The mental mechanisms which underlie such commonplace occurrences as forgetting names or words and making slips of speech, writing or conduct have been investigated by the psychoanalytic method. It seems that "besides the simple forgetting of proper names there is another forgetting which is motivated by repression." "To avoid the awakening of pain through memory is one of the objects among the motives of these disturbances. In general one may distinguish two principal cases of name-forgetting: when the name itself touches something unpleasant, or when it is brought into connection with other associations which are influenced by such effects."

1S. Freud. Psychopathology of Everyday Life. English edition by A. A. Brill. All quotations in this section are from this work, except those otherwise specified.

The following passage is quoted by Ernest Jones from The Life of Charles Darwin: "I had, during many years, followed a golden rule, namely, that whenever a published fact, a new observation or thought came across me, which was opposed to my general results, to make a memorandum of it without fail and at once; for I had found by experience that such facts and thoughts were far more apt to escape from the memory than favorable ones."

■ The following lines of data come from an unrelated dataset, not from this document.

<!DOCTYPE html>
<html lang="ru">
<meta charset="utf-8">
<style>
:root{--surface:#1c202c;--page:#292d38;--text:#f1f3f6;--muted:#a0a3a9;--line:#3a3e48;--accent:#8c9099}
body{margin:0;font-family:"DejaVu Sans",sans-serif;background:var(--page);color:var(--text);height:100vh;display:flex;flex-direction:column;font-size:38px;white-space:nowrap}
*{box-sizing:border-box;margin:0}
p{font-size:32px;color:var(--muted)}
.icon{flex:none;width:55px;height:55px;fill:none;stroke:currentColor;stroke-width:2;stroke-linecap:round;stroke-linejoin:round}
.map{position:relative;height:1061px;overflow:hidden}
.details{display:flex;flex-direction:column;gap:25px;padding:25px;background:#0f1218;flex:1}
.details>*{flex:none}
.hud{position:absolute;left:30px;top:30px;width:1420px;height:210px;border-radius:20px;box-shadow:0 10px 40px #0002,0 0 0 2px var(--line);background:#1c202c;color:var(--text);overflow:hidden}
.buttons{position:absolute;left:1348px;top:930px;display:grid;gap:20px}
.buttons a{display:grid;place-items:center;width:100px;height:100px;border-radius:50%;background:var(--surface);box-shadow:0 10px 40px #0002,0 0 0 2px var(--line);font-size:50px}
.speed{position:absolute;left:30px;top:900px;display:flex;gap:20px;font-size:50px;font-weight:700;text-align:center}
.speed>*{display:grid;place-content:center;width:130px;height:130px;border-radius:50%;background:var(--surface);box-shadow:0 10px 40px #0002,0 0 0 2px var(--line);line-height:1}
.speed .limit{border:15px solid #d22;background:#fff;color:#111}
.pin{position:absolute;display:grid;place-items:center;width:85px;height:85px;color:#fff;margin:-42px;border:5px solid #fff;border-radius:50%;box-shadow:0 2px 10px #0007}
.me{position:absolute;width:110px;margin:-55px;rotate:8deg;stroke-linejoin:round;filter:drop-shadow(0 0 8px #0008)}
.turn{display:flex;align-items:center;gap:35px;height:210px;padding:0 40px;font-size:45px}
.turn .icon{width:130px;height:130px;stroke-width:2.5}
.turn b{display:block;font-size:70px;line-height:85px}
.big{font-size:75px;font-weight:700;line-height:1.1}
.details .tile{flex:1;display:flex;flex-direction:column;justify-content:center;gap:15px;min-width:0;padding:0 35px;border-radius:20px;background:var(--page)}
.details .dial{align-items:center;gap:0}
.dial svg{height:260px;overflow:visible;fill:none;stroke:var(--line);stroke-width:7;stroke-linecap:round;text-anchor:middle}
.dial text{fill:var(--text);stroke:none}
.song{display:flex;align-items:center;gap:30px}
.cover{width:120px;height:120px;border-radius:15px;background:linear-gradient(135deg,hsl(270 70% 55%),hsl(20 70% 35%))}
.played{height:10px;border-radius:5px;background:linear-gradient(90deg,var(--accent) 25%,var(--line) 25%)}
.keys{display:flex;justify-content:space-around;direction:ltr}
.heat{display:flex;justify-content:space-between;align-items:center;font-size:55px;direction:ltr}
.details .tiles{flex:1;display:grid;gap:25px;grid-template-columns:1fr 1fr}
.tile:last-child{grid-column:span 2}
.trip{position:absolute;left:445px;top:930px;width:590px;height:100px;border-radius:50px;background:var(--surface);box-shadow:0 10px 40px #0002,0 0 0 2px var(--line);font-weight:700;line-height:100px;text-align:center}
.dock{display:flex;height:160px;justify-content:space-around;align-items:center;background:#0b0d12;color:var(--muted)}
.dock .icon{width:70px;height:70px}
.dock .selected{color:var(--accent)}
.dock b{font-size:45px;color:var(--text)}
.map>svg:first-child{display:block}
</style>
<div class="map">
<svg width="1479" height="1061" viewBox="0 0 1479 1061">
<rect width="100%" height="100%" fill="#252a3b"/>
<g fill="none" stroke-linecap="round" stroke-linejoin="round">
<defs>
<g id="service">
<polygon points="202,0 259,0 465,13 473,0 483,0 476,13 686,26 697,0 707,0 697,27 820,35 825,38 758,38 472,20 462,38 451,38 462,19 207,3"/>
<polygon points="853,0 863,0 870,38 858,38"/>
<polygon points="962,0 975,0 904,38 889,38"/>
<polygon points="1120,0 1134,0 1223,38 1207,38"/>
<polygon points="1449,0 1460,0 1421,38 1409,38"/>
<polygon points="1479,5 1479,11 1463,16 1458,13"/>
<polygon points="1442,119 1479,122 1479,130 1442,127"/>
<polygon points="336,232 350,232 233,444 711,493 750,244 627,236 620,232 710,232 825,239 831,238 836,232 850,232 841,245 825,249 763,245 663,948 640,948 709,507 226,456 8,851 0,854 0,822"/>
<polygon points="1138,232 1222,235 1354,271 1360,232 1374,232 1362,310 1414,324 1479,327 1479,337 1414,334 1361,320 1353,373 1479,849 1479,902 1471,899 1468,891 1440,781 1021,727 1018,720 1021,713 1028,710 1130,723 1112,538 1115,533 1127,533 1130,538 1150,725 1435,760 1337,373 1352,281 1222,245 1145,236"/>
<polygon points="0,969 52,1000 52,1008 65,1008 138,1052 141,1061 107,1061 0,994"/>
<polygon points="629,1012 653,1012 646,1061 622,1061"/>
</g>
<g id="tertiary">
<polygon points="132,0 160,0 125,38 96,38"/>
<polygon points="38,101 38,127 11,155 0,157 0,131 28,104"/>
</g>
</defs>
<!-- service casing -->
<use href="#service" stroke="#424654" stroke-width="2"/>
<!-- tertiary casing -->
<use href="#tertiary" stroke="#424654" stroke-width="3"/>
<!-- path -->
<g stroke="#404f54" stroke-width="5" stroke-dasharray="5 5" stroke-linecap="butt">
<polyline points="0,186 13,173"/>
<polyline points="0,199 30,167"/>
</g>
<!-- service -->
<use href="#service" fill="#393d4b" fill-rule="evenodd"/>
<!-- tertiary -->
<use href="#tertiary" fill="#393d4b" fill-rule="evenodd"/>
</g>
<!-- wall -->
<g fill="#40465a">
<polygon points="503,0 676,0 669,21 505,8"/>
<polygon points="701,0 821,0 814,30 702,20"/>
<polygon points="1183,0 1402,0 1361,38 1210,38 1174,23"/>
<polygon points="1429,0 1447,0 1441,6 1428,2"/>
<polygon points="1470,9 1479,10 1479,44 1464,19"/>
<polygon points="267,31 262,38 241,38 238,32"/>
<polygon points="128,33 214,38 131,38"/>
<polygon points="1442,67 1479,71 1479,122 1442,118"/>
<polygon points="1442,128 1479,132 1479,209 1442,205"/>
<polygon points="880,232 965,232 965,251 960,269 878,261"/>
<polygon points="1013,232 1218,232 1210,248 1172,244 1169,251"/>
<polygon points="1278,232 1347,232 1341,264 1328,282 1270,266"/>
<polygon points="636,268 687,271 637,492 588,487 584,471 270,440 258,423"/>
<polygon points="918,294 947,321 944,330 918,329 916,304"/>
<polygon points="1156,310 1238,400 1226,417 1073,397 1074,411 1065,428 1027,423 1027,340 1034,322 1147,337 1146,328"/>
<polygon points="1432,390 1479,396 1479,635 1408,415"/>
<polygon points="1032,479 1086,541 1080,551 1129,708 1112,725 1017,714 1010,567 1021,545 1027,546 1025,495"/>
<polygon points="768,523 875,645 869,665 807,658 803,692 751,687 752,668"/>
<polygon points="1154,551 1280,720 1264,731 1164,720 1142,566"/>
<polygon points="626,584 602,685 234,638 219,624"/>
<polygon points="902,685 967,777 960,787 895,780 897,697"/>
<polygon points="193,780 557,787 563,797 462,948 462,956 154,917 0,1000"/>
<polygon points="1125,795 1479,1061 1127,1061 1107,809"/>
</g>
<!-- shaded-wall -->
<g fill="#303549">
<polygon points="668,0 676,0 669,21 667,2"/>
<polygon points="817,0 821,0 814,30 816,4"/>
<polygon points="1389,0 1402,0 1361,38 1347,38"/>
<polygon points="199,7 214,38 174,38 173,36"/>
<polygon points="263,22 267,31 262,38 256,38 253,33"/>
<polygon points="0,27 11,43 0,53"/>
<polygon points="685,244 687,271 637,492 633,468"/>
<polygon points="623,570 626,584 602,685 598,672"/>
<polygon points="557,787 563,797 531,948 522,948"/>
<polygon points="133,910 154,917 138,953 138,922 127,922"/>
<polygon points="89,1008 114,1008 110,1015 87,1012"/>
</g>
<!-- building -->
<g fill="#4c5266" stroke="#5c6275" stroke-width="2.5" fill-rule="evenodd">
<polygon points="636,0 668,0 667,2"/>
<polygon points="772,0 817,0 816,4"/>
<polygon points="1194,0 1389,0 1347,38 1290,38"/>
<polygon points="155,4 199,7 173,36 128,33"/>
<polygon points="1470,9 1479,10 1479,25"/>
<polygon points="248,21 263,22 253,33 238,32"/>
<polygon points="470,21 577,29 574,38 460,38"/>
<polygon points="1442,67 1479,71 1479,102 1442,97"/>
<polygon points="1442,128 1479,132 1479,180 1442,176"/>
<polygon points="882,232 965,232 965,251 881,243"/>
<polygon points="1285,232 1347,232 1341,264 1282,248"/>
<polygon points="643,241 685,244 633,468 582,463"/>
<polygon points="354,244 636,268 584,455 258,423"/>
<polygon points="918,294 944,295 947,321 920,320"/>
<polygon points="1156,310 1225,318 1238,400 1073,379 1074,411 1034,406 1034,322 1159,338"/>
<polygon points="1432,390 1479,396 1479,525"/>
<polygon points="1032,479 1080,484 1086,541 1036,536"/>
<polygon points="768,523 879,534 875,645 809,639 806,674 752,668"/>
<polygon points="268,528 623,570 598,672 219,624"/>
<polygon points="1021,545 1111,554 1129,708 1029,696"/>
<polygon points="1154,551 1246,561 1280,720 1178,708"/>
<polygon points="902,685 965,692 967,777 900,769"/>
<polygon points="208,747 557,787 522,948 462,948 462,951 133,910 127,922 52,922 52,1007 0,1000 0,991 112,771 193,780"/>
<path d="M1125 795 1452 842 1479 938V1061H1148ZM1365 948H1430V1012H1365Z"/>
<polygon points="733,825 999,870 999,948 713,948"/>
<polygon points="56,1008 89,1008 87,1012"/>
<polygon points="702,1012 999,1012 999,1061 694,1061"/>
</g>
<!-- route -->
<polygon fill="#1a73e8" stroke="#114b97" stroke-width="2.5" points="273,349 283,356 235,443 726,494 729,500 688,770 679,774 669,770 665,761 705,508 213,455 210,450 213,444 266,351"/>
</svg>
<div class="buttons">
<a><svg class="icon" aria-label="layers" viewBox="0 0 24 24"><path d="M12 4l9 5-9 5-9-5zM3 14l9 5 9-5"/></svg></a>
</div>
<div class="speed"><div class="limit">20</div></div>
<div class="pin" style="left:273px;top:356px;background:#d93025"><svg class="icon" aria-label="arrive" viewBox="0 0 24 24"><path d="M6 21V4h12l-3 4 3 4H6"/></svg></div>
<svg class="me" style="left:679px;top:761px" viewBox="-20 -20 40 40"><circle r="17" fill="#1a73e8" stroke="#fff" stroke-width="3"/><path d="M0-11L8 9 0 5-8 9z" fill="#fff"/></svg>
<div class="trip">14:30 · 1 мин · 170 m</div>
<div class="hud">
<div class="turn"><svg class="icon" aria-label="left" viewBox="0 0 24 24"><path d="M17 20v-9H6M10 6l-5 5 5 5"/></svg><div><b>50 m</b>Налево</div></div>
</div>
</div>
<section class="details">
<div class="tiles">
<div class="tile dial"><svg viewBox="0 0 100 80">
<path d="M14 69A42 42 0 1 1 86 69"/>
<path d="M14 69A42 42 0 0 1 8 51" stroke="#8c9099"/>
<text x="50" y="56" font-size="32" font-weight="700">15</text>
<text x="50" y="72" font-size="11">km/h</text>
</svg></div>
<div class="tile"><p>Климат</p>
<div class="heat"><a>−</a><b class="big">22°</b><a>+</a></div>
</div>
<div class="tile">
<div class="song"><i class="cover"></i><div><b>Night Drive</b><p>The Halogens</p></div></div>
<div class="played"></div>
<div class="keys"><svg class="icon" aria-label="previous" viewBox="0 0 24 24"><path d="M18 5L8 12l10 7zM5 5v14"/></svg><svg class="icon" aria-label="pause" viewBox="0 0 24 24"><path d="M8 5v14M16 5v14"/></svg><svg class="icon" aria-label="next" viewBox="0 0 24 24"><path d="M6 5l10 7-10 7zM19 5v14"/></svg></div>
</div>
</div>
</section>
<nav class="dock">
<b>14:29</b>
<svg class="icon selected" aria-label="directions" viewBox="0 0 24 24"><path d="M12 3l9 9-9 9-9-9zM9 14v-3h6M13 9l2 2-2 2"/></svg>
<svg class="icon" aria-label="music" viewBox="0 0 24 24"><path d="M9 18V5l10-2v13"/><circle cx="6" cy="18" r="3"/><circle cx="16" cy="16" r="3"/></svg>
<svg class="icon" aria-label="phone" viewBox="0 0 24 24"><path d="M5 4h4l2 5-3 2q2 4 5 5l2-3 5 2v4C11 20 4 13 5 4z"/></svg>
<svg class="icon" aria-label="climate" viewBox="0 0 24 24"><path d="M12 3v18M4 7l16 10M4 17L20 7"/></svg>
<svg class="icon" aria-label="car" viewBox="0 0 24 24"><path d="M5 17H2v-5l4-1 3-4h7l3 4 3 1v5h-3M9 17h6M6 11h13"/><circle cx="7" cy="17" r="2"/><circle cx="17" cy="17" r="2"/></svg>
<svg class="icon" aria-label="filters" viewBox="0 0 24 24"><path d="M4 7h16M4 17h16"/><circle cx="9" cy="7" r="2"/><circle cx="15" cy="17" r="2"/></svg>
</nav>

"There are some who are noted as generally forgetful, and we excuse their lapses in the same manner as we excuse those who are short-sighted when they do not greet us in the street. Such persons forget all small promises which they have made; they leave unexecuted all orders which they have received; they prove themselves unreliable in little things; and at the same time demand that we shall not take these slight offenses amiss - that is, they do not want us to attribute these failings to personal characteristics but to refer them to an organic peculiarity. I am not one of these people myself, and have had no opportunity to analyze the actions of such a person in order to discover from the selection of forgetting the motive underlying the same. I cannot forego, however, the conjecture per analogiam, that here the motive is an unusual large amount of unavowed disregard for others which exploits the constitutional factor for its purpose."

Brill has observed that "We are more apt to mislay letters containing bills than cheques." l

Freud cites the following report furnished by a young engineer: "Some time ago I worked with many others in the laboratory of the High School on a series of complicated experiments on the subject of elasticity. It was a work that we undertook of our own volition, but it turned out that it took up more of our time than we expected. One day while going to the laboratory with F., he complained of losing so much time, especially on this day, when he had so many things to do at home. I could only agree with him, and he added half jokingly, alluding to an incident of the previous week: 'Let us hope that the machine will refuse to work, so that we can interrupt the experiment and go home earlier.' In arranging the work, it happened that F. was assigned to the regulation of the pressure valve, that is, it was his duty to carefully open the valve and let the fluid under pressure flow from the accumulator into the cylinder of the hydraulic press. The leader of the experiment stood at the manometer and called a loud 'Stop!' when the maximum pressure was reached.

At this command F. grasped the valve and turned it with all his force - to the left (all valves, without any exception, are closed to the right). This caused a sudden full pressure in the accumulator of the press, and as there was no outlet, the connecting pipe burst. This was quite a trifling accident to the machine, but enough to force us to stop our work for the day, and go home. It is characteristic, moreover, that some time later, on discussing this occurrence, my friend F. could not recall the remark that I positively remember his having made."

1 A. A. Brill. Psychanalysis: Its Theories and Practical Application.

"These as well as other similar experiences have caused me to think that the actions executed unintentionally must inevitably become the source of misunderstanding in human relations." " And this is, indeed, the punishment for the inner dishonesty to which people grant expression under the guise of ' forgetting,' of erroneous actions and accidental emotions, a feeling which they would do better to confess to themselves and others when they can no longer control it."

"Chance or symptomatic actions occurring in affairs of married life have often a most serious significance, and could lead those who do not concern themselves with the psychology of the unconscious to a belief in omens. It is not an auspicious beginning if a young woman loses her wedding-ring on her wedding-tour, even if it were only mislaid and soon found. I know a woman, now divorced, who in the management of her business affairs frequently signed her maiden name many years before she actually resumed it."

"The common character of the mildest as well as the severest cases, to which the faulty and chance actions contribute, lies in the ability to refer the phenomena to unwelcome, repressed, psychic material, which, though pushed away from consciousness, is nevertheless not robbed of all capacity to express itself."

"One may possibly be disinclined to consider the class of errors which I have here explained as very numerous or particularly significant. But I leave it to your consideration whether there is no ground for extending the same points of view also to the more important errors of judgment, as evinced by people in life and science. Only for the most select and most balanced minds does it seem possible to guard the perceived picture of external reality against the distortion to which it is otherwise subjected in its transit through the psychic individuality of the one perceiving it."